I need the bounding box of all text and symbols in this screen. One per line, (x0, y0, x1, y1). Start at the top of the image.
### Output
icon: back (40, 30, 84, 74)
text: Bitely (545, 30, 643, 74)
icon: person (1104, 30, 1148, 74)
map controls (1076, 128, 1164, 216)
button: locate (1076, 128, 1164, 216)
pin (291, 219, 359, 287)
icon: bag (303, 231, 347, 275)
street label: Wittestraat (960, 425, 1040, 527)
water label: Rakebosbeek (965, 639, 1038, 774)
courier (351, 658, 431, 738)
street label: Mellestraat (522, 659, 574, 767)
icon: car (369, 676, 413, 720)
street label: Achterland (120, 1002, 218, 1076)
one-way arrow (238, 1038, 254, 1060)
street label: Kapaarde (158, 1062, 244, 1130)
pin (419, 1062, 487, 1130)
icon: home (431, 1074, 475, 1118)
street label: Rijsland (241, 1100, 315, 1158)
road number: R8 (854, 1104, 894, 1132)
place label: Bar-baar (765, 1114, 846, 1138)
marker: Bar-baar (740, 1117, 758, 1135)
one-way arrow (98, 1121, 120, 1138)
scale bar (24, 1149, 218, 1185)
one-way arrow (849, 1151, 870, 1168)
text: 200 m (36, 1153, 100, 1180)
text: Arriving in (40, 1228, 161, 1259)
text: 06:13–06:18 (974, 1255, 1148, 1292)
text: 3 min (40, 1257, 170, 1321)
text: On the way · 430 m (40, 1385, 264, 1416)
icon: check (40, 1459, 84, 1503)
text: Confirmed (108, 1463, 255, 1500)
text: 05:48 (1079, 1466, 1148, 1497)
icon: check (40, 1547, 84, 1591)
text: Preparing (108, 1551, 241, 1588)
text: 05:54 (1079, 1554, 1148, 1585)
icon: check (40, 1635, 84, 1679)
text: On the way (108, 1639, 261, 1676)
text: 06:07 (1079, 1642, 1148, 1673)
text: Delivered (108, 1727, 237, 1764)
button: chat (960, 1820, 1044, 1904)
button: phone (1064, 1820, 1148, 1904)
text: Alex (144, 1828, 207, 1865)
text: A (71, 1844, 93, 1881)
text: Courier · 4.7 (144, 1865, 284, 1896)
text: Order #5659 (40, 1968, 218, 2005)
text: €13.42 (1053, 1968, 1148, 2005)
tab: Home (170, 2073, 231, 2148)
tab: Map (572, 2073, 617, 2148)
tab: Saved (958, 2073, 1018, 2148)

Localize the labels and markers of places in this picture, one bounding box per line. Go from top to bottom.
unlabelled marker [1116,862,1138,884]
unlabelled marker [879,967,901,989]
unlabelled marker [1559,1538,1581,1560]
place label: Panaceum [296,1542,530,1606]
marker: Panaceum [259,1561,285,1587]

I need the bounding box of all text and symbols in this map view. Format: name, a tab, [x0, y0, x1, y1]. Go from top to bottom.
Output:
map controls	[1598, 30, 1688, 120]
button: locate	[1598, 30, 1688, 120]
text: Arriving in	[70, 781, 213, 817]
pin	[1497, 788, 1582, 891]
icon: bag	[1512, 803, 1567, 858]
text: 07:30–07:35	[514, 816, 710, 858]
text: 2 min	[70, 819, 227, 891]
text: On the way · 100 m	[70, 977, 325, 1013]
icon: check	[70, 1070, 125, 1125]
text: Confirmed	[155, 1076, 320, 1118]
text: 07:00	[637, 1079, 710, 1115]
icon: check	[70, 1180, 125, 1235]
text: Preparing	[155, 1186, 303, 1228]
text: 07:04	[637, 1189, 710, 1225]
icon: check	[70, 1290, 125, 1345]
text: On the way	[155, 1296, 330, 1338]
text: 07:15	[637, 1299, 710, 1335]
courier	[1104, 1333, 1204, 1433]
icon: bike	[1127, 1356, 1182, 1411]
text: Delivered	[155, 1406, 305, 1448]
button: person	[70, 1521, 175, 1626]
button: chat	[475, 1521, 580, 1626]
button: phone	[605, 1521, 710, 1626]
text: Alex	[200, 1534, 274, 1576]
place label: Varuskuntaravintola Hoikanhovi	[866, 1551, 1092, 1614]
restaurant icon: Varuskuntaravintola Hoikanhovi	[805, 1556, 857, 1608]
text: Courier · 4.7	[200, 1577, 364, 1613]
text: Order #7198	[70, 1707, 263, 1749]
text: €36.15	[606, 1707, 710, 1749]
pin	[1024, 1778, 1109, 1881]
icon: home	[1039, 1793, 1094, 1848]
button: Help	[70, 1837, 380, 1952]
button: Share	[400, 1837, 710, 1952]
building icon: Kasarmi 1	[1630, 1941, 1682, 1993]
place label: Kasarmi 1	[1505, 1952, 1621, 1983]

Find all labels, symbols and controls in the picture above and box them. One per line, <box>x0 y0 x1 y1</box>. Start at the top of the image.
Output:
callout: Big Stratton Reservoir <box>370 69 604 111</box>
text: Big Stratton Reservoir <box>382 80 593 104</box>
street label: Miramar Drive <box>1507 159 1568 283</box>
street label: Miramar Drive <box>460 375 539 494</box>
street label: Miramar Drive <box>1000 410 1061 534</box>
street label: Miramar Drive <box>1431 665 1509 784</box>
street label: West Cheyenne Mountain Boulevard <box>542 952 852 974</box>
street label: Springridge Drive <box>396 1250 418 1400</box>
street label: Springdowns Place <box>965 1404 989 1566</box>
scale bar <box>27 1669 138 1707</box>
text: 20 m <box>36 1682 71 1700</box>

▸ **PROBLEM TO SOLVE**: Set every line of the listing down word for word.

▸ **EXERCISE OUTPUT**:
I need the bounding box of all text and symbols in this screen. One per line, (x0, y0, x1, y1). Start at the top of the image.
### Output
icon: back (40, 30, 84, 74)
text: Bitely (545, 30, 643, 74)
icon: person (1104, 30, 1148, 74)
map controls (1076, 128, 1164, 216)
button: locate (1076, 128, 1164, 216)
pin (291, 219, 359, 287)
icon: bag (303, 231, 347, 275)
street label: Wittestraat (960, 425, 1040, 527)
water label: Rakebosbeek (965, 639, 1038, 774)
courier (351, 658, 431, 738)
street label: Mellestraat (522, 659, 574, 767)
icon: car (369, 676, 413, 720)
street label: Achterland (120, 1002, 218, 1076)
one-way arrow (238, 1038, 254, 1060)
street label: Kapaarde (158, 1062, 244, 1130)
pin (419, 1062, 487, 1130)
icon: home (431, 1074, 475, 1118)
street label: Rijsland (241, 1100, 315, 1158)
road number: R8 (854, 1104, 894, 1132)
place label: Bar-baar (765, 1114, 846, 1138)
marker: Bar-baar (740, 1117, 758, 1135)
one-way arrow (98, 1121, 120, 1138)
scale bar (24, 1149, 218, 1185)
one-way arrow (849, 1151, 870, 1168)
text: 200 m (36, 1153, 100, 1180)
text: Arriving in (40, 1228, 161, 1259)
text: 06:13–06:18 (974, 1255, 1148, 1292)
text: 3 min (40, 1257, 170, 1321)
text: On the way · 430 m (40, 1385, 264, 1416)
icon: check (40, 1459, 84, 1503)
text: Confirmed (108, 1463, 255, 1500)
text: 05:48 (1079, 1466, 1148, 1497)
icon: check (40, 1547, 84, 1591)
text: Preparing (108, 1551, 241, 1588)
text: 05:54 (1079, 1554, 1148, 1585)
icon: check (40, 1635, 84, 1679)
text: On the way (108, 1639, 261, 1676)
text: 06:07 (1079, 1642, 1148, 1673)
text: Delivered (108, 1727, 237, 1764)
button: chat (960, 1820, 1044, 1904)
button: phone (1064, 1820, 1148, 1904)
text: Alex (144, 1828, 207, 1865)
text: A (71, 1844, 93, 1881)
text: Courier · 4.7 (144, 1865, 284, 1896)
text: Order #5659 (40, 1968, 218, 2005)
text: €13.42 (1053, 1968, 1148, 2005)
tab: Home (170, 2073, 231, 2148)
tab: Map (572, 2073, 617, 2148)
tab: Saved (958, 2073, 1018, 2148)

Localize the labels and markers of places in this picture, one bounding box per line. Go from top to bottom.
unlabelled marker [1116,862,1138,884]
unlabelled marker [879,967,901,989]
unlabelled marker [1559,1538,1581,1560]
place label: Panaceum [296,1542,530,1606]
marker: Panaceum [259,1561,285,1587]

I need the bounding box of all text and symbols in this map view. Format: name, a tab, [x0, y0, x1, y1]. Go from top to bottom.
Output:
map controls	[1598, 30, 1688, 120]
button: locate	[1598, 30, 1688, 120]
text: Arriving in	[70, 781, 213, 817]
pin	[1497, 788, 1582, 891]
icon: bag	[1512, 803, 1567, 858]
text: 07:30–07:35	[514, 816, 710, 858]
text: 2 min	[70, 819, 227, 891]
text: On the way · 100 m	[70, 977, 325, 1013]
icon: check	[70, 1070, 125, 1125]
text: Confirmed	[155, 1076, 320, 1118]
text: 07:00	[637, 1079, 710, 1115]
icon: check	[70, 1180, 125, 1235]
text: Preparing	[155, 1186, 303, 1228]
text: 07:04	[637, 1189, 710, 1225]
icon: check	[70, 1290, 125, 1345]
text: On the way	[155, 1296, 330, 1338]
text: 07:15	[637, 1299, 710, 1335]
courier	[1104, 1333, 1204, 1433]
icon: bike	[1127, 1356, 1182, 1411]
text: Delivered	[155, 1406, 305, 1448]
button: person	[70, 1521, 175, 1626]
button: chat	[475, 1521, 580, 1626]
button: phone	[605, 1521, 710, 1626]
text: Alex	[200, 1534, 274, 1576]
place label: Varuskuntaravintola Hoikanhovi	[866, 1551, 1092, 1614]
restaurant icon: Varuskuntaravintola Hoikanhovi	[805, 1556, 857, 1608]
text: Courier · 4.7	[200, 1577, 364, 1613]
text: Order #7198	[70, 1707, 263, 1749]
text: €36.15	[606, 1707, 710, 1749]
pin	[1024, 1778, 1109, 1881]
icon: home	[1039, 1793, 1094, 1848]
button: Help	[70, 1837, 380, 1952]
button: Share	[400, 1837, 710, 1952]
building icon: Kasarmi 1	[1630, 1941, 1682, 1993]
place label: Kasarmi 1	[1505, 1952, 1621, 1983]

Find all labels, symbols and controls in the picture above and box them. One per line, <box>x0 y0 x1 y1</box>. Start at the top of the image.
Output:
callout: Big Stratton Reservoir <box>370 69 604 111</box>
text: Big Stratton Reservoir <box>382 80 593 104</box>
street label: Miramar Drive <box>1507 159 1568 283</box>
street label: Miramar Drive <box>460 375 539 494</box>
street label: Miramar Drive <box>1000 410 1061 534</box>
street label: Miramar Drive <box>1431 665 1509 784</box>
street label: West Cheyenne Mountain Boulevard <box>542 952 852 974</box>
street label: Springridge Drive <box>396 1250 418 1400</box>
street label: Springdowns Place <box>965 1404 989 1566</box>
scale bar <box>27 1669 138 1707</box>
text: 20 m <box>36 1682 71 1700</box>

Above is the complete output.